I am working on a medium sized commercial solar PV project. The "point of connection" (NEC 705) will be located on the line side of a 5,000A circuit breaker, 480Y/277VAC, 3ph, 4W that is part of a 5,000A switchboard. The existing 5,000A circuit breaker includes Ground Fault Protection for Equipment in accordance with NEC 230.95. The solar PV source circuit will be a 1,000A feeder. This existing 5,000A circuit breaker is not the service disconnect. The service disconnect is upstream on the other side of a step-down transformer so it does not have Ground Fault Protection. The question I have is whether the 1,000A solar OCPD needs to have Ground Fault Protection. The UL listed solar PV inverters include ground fault protection, but only for the DC side, not the AC side. To meet the local utility company requirement, I need to have a visible blase disconnect at the point of connection, so that would normally mean I am using a fused disconnect, not an LSIG circuit breaker. I have read and re-read the various references to Ground Fault Protection for Equipment in the NEC to the point where I think I have confused myself. The existing building distribution remains protected by the existing Ground Fault Protection. The "unprotected" conductors or equipment will be the solar PV inverter output circuit to the point of connection, which for most of the 300 ft run is external to the building. Does that segment need Ground Fault Protection?
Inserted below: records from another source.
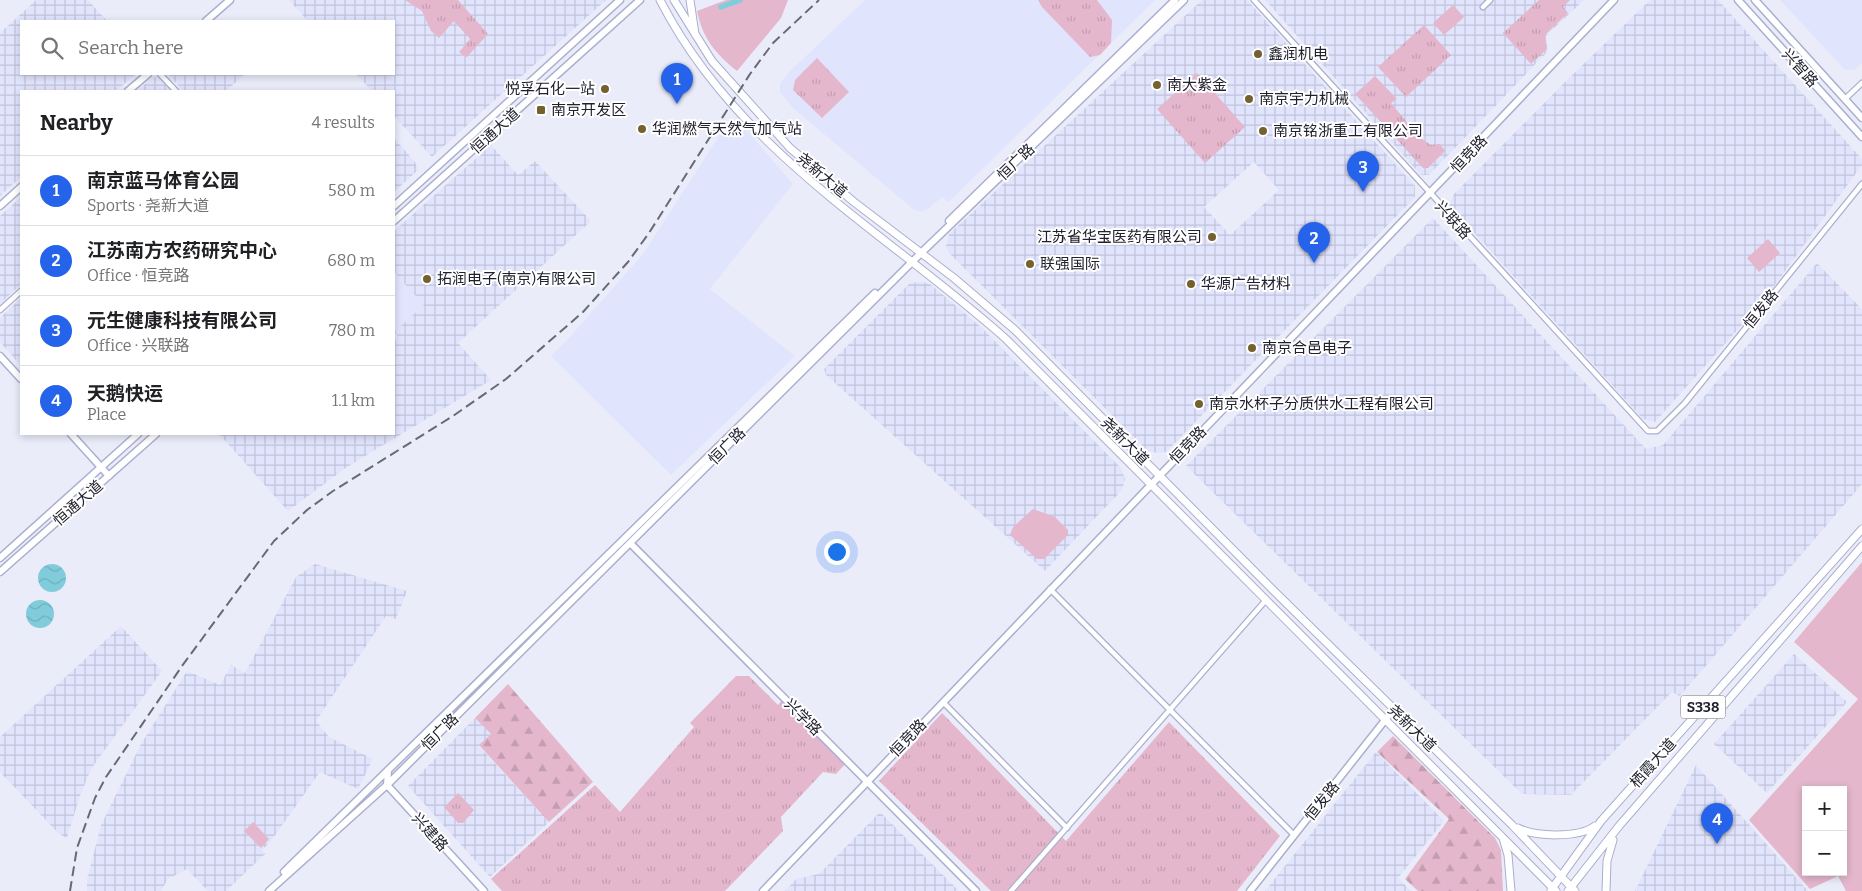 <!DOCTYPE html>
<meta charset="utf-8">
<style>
body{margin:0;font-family:Bitter,"Noto Sans SC",serif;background:#f2f2f2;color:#202124}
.controls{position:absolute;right:15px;bottom:15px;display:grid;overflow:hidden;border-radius:0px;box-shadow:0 2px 8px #0003}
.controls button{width:45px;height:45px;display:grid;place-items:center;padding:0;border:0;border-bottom:1px solid #e0e0e0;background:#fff;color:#202124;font:25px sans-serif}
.you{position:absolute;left:836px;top:551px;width:18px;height:18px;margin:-12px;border:4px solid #fff;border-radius:50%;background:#1a73e8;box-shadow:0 0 0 8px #1a73e833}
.badge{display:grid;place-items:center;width:32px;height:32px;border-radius:50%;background:#2563eb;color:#fff;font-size:16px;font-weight:700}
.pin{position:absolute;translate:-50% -41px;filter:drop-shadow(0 1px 2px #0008)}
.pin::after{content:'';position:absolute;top:26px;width:18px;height:15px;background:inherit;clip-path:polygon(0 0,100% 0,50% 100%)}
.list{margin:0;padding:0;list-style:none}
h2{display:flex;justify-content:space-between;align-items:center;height:65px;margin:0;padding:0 20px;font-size:21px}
h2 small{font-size:16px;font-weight:400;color:#757577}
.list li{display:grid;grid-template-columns:32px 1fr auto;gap:15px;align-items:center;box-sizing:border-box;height:70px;padding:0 20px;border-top:1px solid #e0e0e0}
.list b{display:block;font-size:19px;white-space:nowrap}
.list p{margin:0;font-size:16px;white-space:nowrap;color:#757577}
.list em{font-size:16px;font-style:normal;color:#757577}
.icon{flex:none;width:28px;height:28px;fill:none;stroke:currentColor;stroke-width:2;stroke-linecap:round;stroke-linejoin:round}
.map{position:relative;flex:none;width:1862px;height:891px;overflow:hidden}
.search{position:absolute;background:#fff;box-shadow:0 2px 8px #0003;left:20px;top:20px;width:375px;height:55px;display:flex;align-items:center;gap:12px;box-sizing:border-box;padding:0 18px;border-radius:0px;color:#757577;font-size:19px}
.panel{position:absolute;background:#fff;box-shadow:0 2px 8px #0003;left:20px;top:90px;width:375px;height:345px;border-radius:0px}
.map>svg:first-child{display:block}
.built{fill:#e1e4fd}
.industrial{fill:url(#industrial-grid);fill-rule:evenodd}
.grass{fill:url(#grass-tufts)}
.forest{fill:url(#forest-firs)}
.park{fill:#e4b7cd;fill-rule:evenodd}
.water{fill:url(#water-waves)}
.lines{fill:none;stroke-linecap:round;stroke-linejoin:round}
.canal{stroke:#81ccdb;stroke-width:5.5}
.street-casing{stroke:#abafcf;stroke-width:7}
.secondary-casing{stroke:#abafcf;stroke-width:9}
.primary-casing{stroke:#abafcf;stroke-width:9}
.street{stroke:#fff;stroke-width:4.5}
.secondary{stroke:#fff;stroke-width:6}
.primary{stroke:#fff;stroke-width:7}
.rail{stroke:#686976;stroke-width:2;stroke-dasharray:10 5;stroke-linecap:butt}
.poi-dot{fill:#746130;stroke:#fff;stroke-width:2}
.labels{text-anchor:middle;stroke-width:4;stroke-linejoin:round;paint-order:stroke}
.shield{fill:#fff;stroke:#63646d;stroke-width:1}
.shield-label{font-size:14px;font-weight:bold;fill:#20212e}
.poi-label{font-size:15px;fill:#20212e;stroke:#fff;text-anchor:start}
.street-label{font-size:15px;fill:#20212e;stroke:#fff}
</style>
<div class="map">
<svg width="1862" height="891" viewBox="0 0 1862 891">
<defs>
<pattern id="industrial-grid" width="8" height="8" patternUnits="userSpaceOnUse" patternTransform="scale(1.25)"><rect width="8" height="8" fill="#e1e4fd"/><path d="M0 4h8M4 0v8" fill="none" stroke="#c1c3d9"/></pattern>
<pattern id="grass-tufts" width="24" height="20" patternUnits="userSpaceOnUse" patternTransform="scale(1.25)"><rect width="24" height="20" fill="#e4b7cd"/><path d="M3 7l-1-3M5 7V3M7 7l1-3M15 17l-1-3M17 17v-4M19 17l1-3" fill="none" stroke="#c39db0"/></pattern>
<pattern id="forest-firs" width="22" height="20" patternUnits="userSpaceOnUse" patternTransform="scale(1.25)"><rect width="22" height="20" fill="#e4b7cd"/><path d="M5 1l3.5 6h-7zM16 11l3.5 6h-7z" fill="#c39db0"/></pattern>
<pattern id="water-waves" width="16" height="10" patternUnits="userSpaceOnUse" patternTransform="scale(1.25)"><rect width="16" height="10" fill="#81ccdb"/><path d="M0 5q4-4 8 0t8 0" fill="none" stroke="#6fafbc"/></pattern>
</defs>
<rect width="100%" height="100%" fill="#ebecfa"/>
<path class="built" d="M865 0H1155L949 202 942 197 929 208 921 212 913 209 793 108 780 92V84L788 73Z
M1780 0H1862V63L1854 70H1845Z
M730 119 748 132 793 184 710 289 795 356 671 475 551 356 568 339 643 254Z
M394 272 424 305 395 332 399 336 394 341Z"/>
<path class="industrial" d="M36 0H88L107 21H21V74H136L116 91H21V177L0 196V33Z
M289 0H606L432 157 394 116V91H372L356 74H394V21H308Z
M1202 0H1247L1415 186V197L1166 452 1158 453 1148 451 948 252 946 246 949 234ZM1254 162 1279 190 1230 235 1204 207Z
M1265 0H1584L1546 36 1548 51 1429 175H1421Z
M1650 0H1718L1862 159V165L1764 300 1655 422 1643 419 1449 205 1454 194 1569 78Z
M168 74H245L226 91H183Z
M153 77 159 78 171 91H137Z
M394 138 415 162 418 170 394 192Z
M491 145 518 175 535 161 591 221 458 343 491 380 347 467 288 511 219 434H394V341L398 336 394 332 424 305 394 272V231Z
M21 197V284L0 304V216Z
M1433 218 1646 449 1663 445 1817 263 1862 309V484L1680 696 1672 692 1571 795 1522 794 1186 466Z
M922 282 930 284 981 327 1121 468 1125 479 1122 490 1045 571 826 375 824 369 910 283Z
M21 298V366L0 342V318Z
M315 564 407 591 396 619 386 616 316 721 329 737 373 759 358 789 320 772 271 841 262 850 265 854 226 891H208L187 869 168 879 161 891H87V880L101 825 141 744 187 671 220 685 231 665 245 673 296 577Z
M121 626 162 671 91 769 80 796 67 838 58 833 0 772V737Z
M1794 654 1847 702 1767 793 1714 744Z
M475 718 491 734 479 746 549 822 490 877 408 786Z
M1376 752 1444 821 1398 878 1411 891H1265Z
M1696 765 1808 891H1635Z
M880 812 959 891H785L796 879 819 874Z"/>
<path class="grass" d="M405 0H458L488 34 467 57 464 56 459 52 470 39 454 21 439 38 431 31 422 11Z
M1038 0H1097L1112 20 1111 43 1100 55 1090 57 1042 7Z
M1539 0H1570L1563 7 1568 13 1545 35 1547 49 1531 64 1503 33Z
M1424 25 1451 55 1406 97 1378 67Z
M817 58 849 92 822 118 793 90 795 80Z
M1197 73 1245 127 1205 163 1157 109Z
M1375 76 1397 99 1391 103 1419 137 1431 145 1440 144 1445 151 1428 168H1423L1355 94Z
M736 676H749L778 705 783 699 847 762 836 774 823 772 781 817 783 831 725 891H502L491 879 595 785 620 812 694 727 690 723Z
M942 713 1066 841 1169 722 1280 836 1237 891H991L879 781Z
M458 793 474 810 463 823H458L444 807Z"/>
<path class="forest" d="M508 684 593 782 549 822 479 745 491 734 475 718Z
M1393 736 1495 838 1501 850 1503 891H1418L1405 879 1449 819 1377 752Z"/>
<path class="park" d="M726 0H788L781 18 737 71C715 53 703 39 697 11Z
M1453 5 1464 17 1444 35 1433 23Z
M1768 239 1780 253 1759 272 1747 258Z
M1033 509 1055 517 1068 530V535L1044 559H1037L1010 535 1013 527Z
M1862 562V891H1846L1838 876 1810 889 1749 820 1858 699 1794 642ZM1806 790H1843V872H1806Z
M253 822 269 839 261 848 244 831Z"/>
<path class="water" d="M38 578a14 14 0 1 1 28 0a14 14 0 1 1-28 0Z
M26 614a14 14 0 1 1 28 0a14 14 0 1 1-28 0Z"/>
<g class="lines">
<path class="canal" d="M721 7 740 0"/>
<g class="street-casing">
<path id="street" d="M1254 0 1648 431H1657L1685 403 1862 184
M1483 7 1490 0
M160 74 176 91
M1845 99 1862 83
M0 310 21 291
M1050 589 1294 835
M943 702 1067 828
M1011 891 1266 600"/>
</g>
<g class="secondary-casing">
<path id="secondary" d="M1738 0 1862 137
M1755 0 1862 118
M206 21 230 0
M128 91 148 74
M0 206 21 187
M394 206 620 0
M394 221 640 0
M949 221 1175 0
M0 356 21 379
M71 434 109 476
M630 543 976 891
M0 558 138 434
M0 572 156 434
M388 770 387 785 484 891
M284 872 875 293
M269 891 387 785 922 252 1184 0
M763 891C1045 593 1332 299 1614 0
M1250 891 1393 710"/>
</g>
<g class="primary-casing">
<path id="primary" d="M660 0C737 151 885 231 1006 339L1556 891
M674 0 712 61 790 148 854 202 954 278 1015 330 1274 591 1512 825 1575 891
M690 0 695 34
M1518 828C1535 837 1579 838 1595 826
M1503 838 1508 855 1511 891
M1551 890 1601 821 1862 529
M1568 891 1619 826 1862 546
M1606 891 1607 861 1613 840"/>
</g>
<use href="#street" class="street"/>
<use href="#secondary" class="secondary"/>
<use href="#primary" class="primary"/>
<path class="rail" d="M70 891 77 848 95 798 106 777 182 666 274 541 307 510 333 491 453 416 506 379 583 312 628 262 649 233 750 74 773 43 819 0"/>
</g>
<g class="poi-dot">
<circle cx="1258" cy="54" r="5"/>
<circle cx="1157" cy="85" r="5"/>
<circle cx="605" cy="89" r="5"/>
<circle cx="1249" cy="99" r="5"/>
<rect x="536" y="105" width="10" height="10" rx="2.5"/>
<circle cx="642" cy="129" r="5"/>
<circle cx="1263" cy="131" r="5"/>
<circle cx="1212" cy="237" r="5"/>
<circle cx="1030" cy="264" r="5"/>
<circle cx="427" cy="279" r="5"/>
<circle cx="1191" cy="284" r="5"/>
<circle cx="1252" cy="348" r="5"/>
<circle cx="1199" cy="404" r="5"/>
</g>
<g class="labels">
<rect class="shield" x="1680.5" y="695.5" width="45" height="23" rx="4"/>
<g class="shield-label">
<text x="1703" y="712">S338</text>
</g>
<g class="poi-label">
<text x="1268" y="59">鑫润机电</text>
<text x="1167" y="90">南大紫金</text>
<text x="595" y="94" text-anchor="end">悦孚石化一站</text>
<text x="1259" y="104">南京宇力机械</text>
<text x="551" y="115">南京开发区</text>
<text x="652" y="134">华润燃气天然气加气站</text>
<text x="1273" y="136">南京铭浙重工有限公司</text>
<text x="1202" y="242" text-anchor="end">江苏省华宝医药有限公司</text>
<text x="1040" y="269">联强国际</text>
<text x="437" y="284">拓润电子(南京)有限公司</text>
<text x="1201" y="289">华源广告材料</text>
<text x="1262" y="353">南京合邑电子</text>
<text x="1209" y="409">南京水杯子分质供水工程有限公司</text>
</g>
<g class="street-label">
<text transform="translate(1800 68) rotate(48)" y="5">兴智路</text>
<text transform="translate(495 131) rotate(-42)" y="5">恒通大道</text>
<text transform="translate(1469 154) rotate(-47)" y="5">恒竞路</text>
<text transform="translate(1016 162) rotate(-44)" y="5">恒广路</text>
<text transform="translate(822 175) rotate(40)" y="5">尧新大道</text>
<text transform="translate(1453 220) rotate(48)" y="5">兴联路</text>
<text transform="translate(1761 309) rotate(-51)" y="5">恒发路</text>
<text transform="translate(1125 441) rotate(45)" y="5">尧新大道</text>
<text transform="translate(1188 445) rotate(-46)" y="5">恒竞路</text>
<text transform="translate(727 446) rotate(-45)" y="5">恒广路</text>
<text transform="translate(78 503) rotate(-41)" y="5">恒通大道</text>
<text transform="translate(803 717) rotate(45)" y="5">兴学路</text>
<text transform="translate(1412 728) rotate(44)" y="5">尧新大道</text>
<text transform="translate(440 732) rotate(-45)" y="5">恒广路</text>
<text transform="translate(908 738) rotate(-46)" y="5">恒竞路</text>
<text transform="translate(1653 763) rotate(-48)" y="5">栖霞大道</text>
<text transform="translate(1322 801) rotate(-51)" y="5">恒发路</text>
<text transform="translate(430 832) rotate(48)" y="5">兴建路</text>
</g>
</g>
</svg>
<div class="controls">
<button>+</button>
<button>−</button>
</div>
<div class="you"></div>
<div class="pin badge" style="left:677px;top:104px">1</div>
<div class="pin badge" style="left:1314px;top:263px">2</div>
<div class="pin badge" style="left:1363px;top:192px">3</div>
<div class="pin badge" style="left:1717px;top:844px">4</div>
<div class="search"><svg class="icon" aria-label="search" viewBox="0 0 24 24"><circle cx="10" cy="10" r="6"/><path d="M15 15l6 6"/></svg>Search here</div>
<section class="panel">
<h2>Nearby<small>4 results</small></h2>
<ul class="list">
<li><span class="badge">1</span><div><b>南京蓝马体育公园</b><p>Sports · 尧新大道</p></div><em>580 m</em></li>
<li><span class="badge">2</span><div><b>江苏南方农药研究中心</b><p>Office · 恒竞路</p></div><em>680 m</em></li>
<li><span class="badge">3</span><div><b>元生健康科技有限公司</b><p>Office · 兴联路</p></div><em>780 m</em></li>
<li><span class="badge">4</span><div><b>天鹅快运</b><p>Place</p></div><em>1.1 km</em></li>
</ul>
</section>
</div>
All thoughts and questions are most welcome.
So let's see...
1) The relevant section is actually 215.10, which requires GFP. (The service is presumably greater than 1000V, and thus not required to meet 230.95, but the requirements are the same for these types of feeders.)
2) You could theoretically replace your fused disconnect with a non-fused disconnect plus a breaker with GFP, or add an independent GFP device,
however...
3) You are prohibited in 705.32 from connecting your solar on the load side of ground-fault protection, unless you provide 'ground fault protection for equipment from all ground-fault current sources', however you are supposed to do that. So simply connecting through a GFP breaker is not sufficient.
4) Good luck finding a breaker with GFP that is suitable for backfeed.
5) A GFP device that is approved to be installed at the inverter might get around the problem, if you can find such a thing. That issue could be considerably complicated by how many inverters you are using, although I guess a single 1000A device would protect the feeder that requires protecting.
The bottom line question becomes... What's your AHJ gonna require? Will they agree with any interpretation we agree on here?
You
may be able to convince the AHJ that, not being able to find a GFP device that is suitable for sensing GFP in both directions, they should allow you under the third paragraph of 90.4 to install the feeder without GFP. That's really above my pay grade to determine if that's true.
Other thoughts...
I believe DC side ground-fault detection is irrelevant to the question.
The solar PV source circuit will be a 1,000A feeder.
In context it seems pretty clear this refers to your AC inverter output circuit. Please do not refer to this as a PV source circuit. That term refers to DC circuits connected directly to solar modules.
Final thought:
Any possibility of dividing the solar system up into two feeders that aren't required to have GFP?